“A
questão da integridade ficará cada vez mais fina, mais delicada e mais bonita”
Richard Fuller
Arlindo
Nascimento Rocha[1]
Nos últimos anos vivemos uma profunda crise ética e civilizacional,
agravada ainda mais pelo desenvolvimento tecnológico, informático e
comunicacional. Essa crise se manifesta em todas as esferas da sociedade. Logo,
não é exagero afirmar que as utopias do progresso e do conhecimento continuam
patinando sobre possibilidades que ainda não se concretizaram.
Apesar de estarmos vivendo na Era da informação e do conhecimento,
os resultados ainda não são os melhores, pois, ‘excesso de informação’ não gera
‘excesso de pessoas bem informadas’. Esta Era com alto potencial transformador,
paradoxalmente, produziu graves prisões, entre elas: ansiedade (um dos males do
século, segundo o psiquiatra Augusto Cury), depressão, medo, intolerância, ódio
e dependência.
A grande quantidade de informações disponíveis dificulta a
filtragem e a separação entre a ‘boa’ e a ‘má’ informação.
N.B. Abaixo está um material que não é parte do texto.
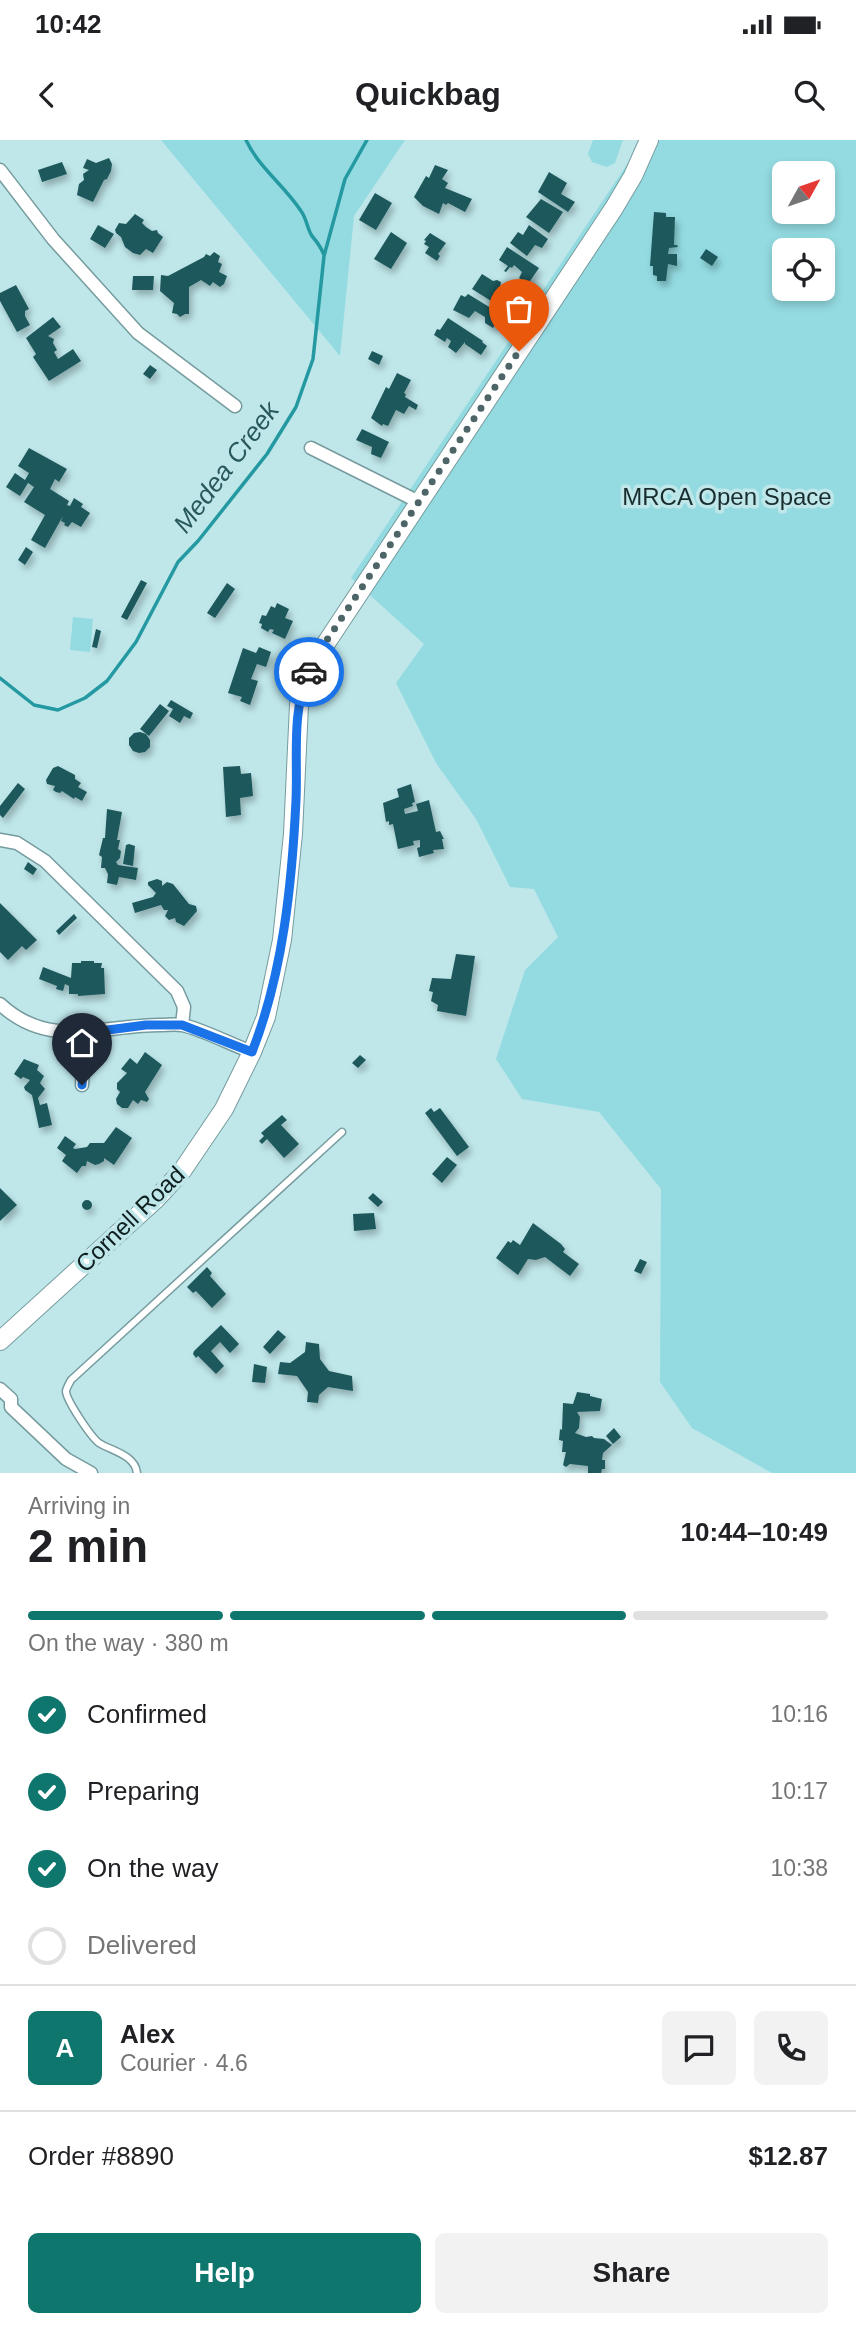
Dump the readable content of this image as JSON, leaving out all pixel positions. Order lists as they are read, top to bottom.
{
  "streets": {
    "main road": ["Cornell Road"]
  },
  "water": ["Medea Creek"],
  "parks": ["MRCA Open Space"],
  "north": "top right",
  "page": {
    "status": "10:42",
    "header": "Quickbag",
    "heading": ["2 min", "Arriving in", "10:44–10:49"],
    "panel": [
      "Alex",
      "Courier · 4.6",
      "Order #8890",
      "$12.87"
    ],
    "bar": "On the way · 380 m",
    "list": [
      ["Confirmed", "10:16"],
      ["Preparing", "10:17"],
      ["On the way", "10:38"],
      "Delivered"
    ],
    "round": "A",
    "buttons": ["Help", "Share"]
  }
}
Desta forma, muitas
pessoas serão em poucos anos uma espécie de androides programados para obedecer
e agir de acordo com comandos sociais externos que pouco honrarão a arte de
pensar criticamente. Essa situação, segundo o psicólogo Gustave Le Bon, leva a uma
espécie de esfacelamento das vontades individuais, e, consequentemente, a regressão
aos instintos mais primitivos.
Mas, a crise que vivemos pode significar o surgimento de
novas oportunidades de crescimento e amadurecimento. Por isso, não podemos
fechar os olhos diante das evidências que apontam para algumas conquistas, em vários
setores da sociedade (individual/corporativa), embora não estejamos ainda na
velocidade ideal, pois, romper paradigmas leva seu tempo.
Ao deslocarmos nosso foco para questões ligadas a integridade,
ousamos afirmar que já existe consenso que ela é o norte pela qual os cidadãos
e as instituições públicas e privadas devem guiar suas ações em prol do bem
comum, pois, caminhamos lentamente para a ‘Era da Integridade’. Este é o
título do livro de Luiz Fernando Lucas, publicado em 2020, que versa exatamente
sobre essa nova Era em que precisamos resgatar os valores universais que
dão sustentação às relações pautadas na honestidade, respeito, retidão, imparcialidade
[...]. Naturalmente, todos os valores, apontados por Lucas, envolvem confiança,
e sem isso, as relações humanas e corporativas estão condenadas ao fracasso.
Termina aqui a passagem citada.